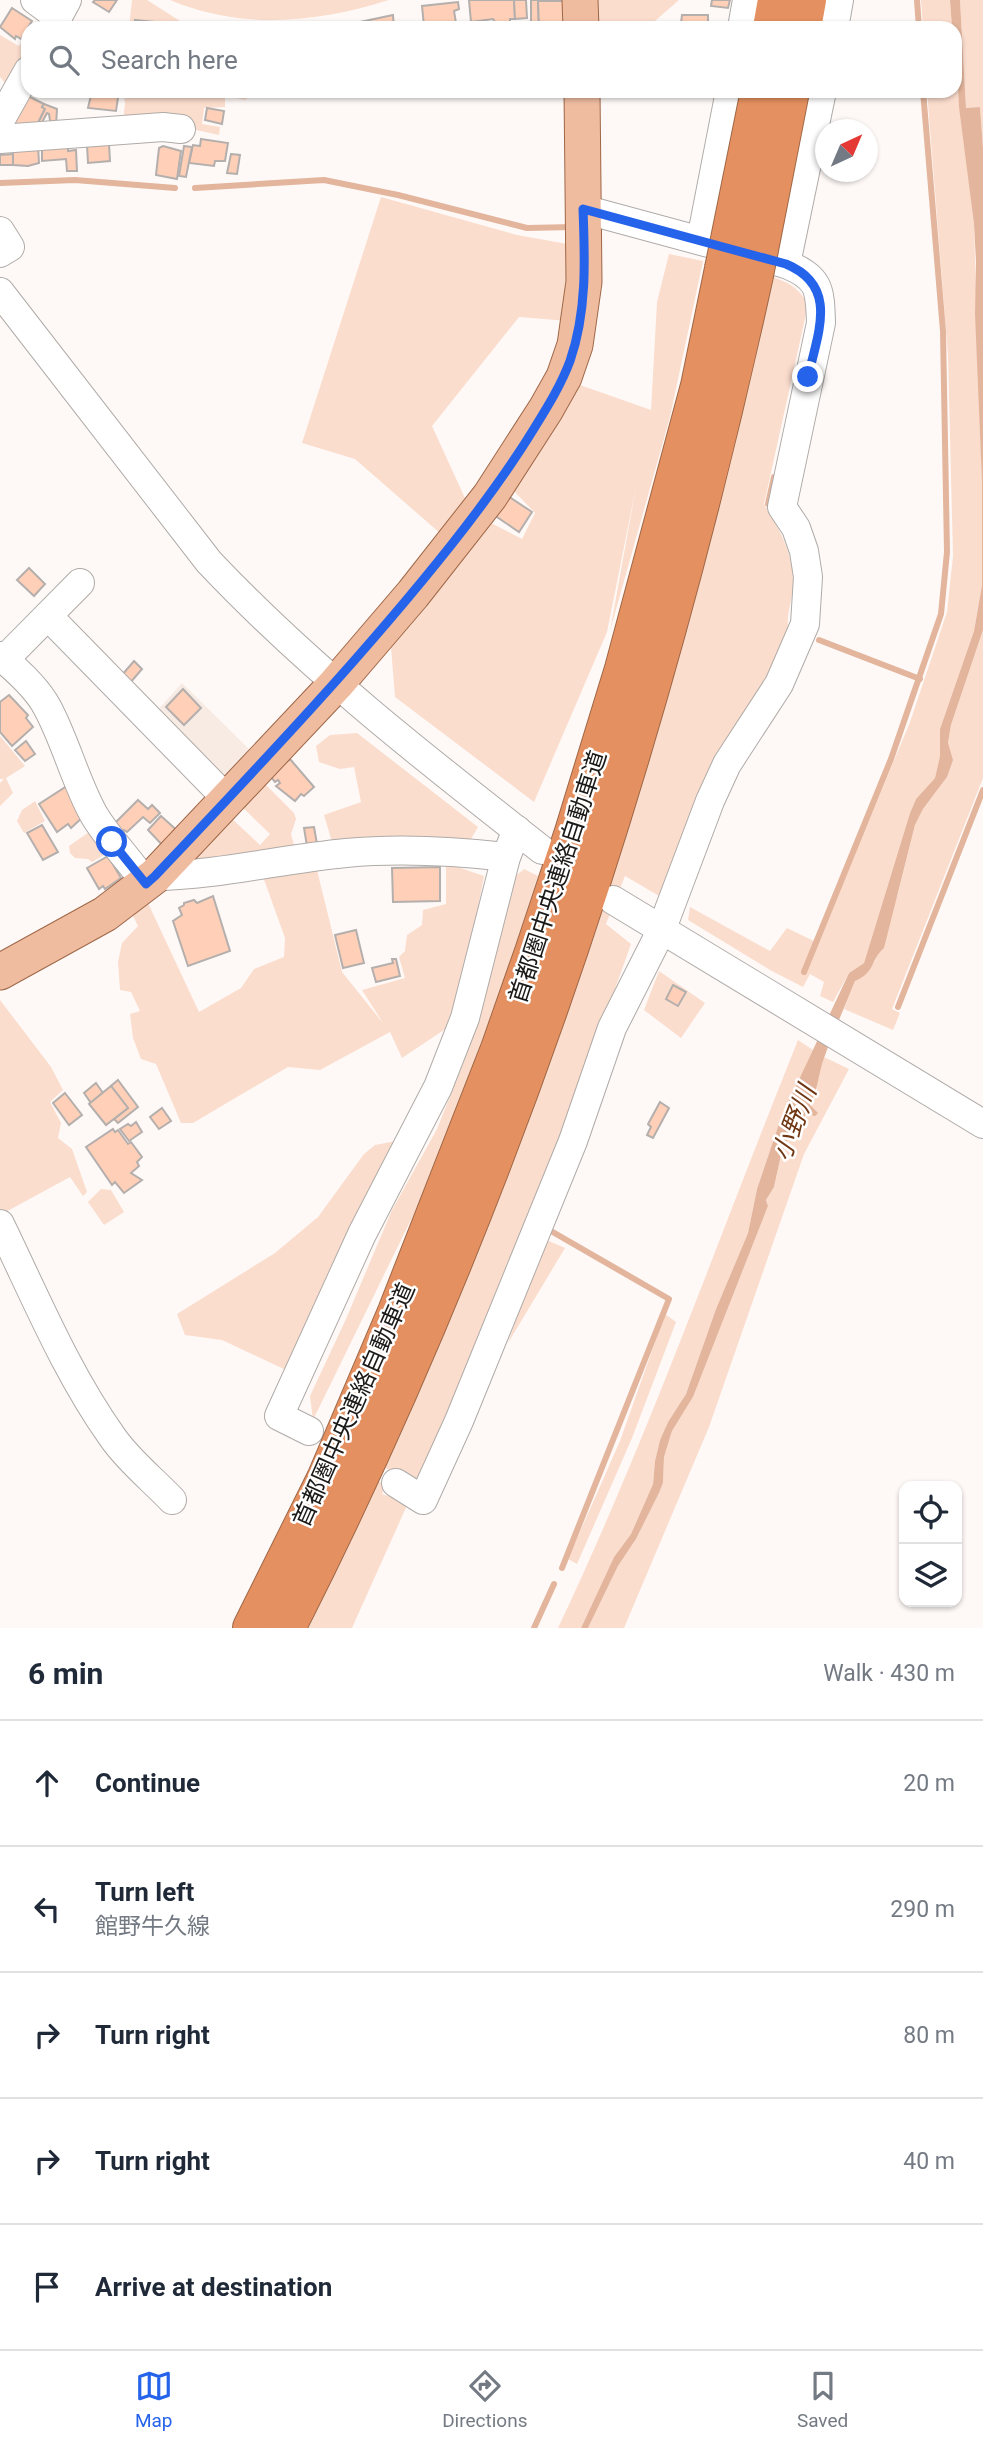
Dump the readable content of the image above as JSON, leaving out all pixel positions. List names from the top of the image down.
{
  "streets": {
    "highway": ["首都圏中央連絡自動車道"]
  },
  "water": ["小野川"],
  "north": "top right",
  "page": {
    "search": "Search here",
    "heading": ["6 min", "Walk · 430 m"],
    "list": [
      ["Continue", "20 m"],
      ["Turn left", "館野牛久線", "290 m"],
      ["Turn right", "80 m"],
      ["Turn right", "40 m"],
      "Arrive at destination"
    ],
    "nav": ["Map", "Directions", "Saved"]
  }
}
=-=-=
- _Assignment_:
The listing is to be repeated word for word, with all pictures omitted.

- _Answer below_:
Dump the readable content of the image above as JSON, leaving out all pixel positions. List names from the top of the image down.
{
  "streets": {
    "highway": ["首都圏中央連絡自動車道"]
  },
  "water": ["小野川"],
  "north": "top right",
  "page": {
    "search": "Search here",
    "heading": ["6 min", "Walk · 430 m"],
    "list": [
      ["Continue", "20 m"],
      ["Turn left", "館野牛久線", "290 m"],
      ["Turn right", "80 m"],
      ["Turn right", "40 m"],
      "Arrive at destination"
    ],
    "nav": ["Map", "Directions", "Saved"]
  }
}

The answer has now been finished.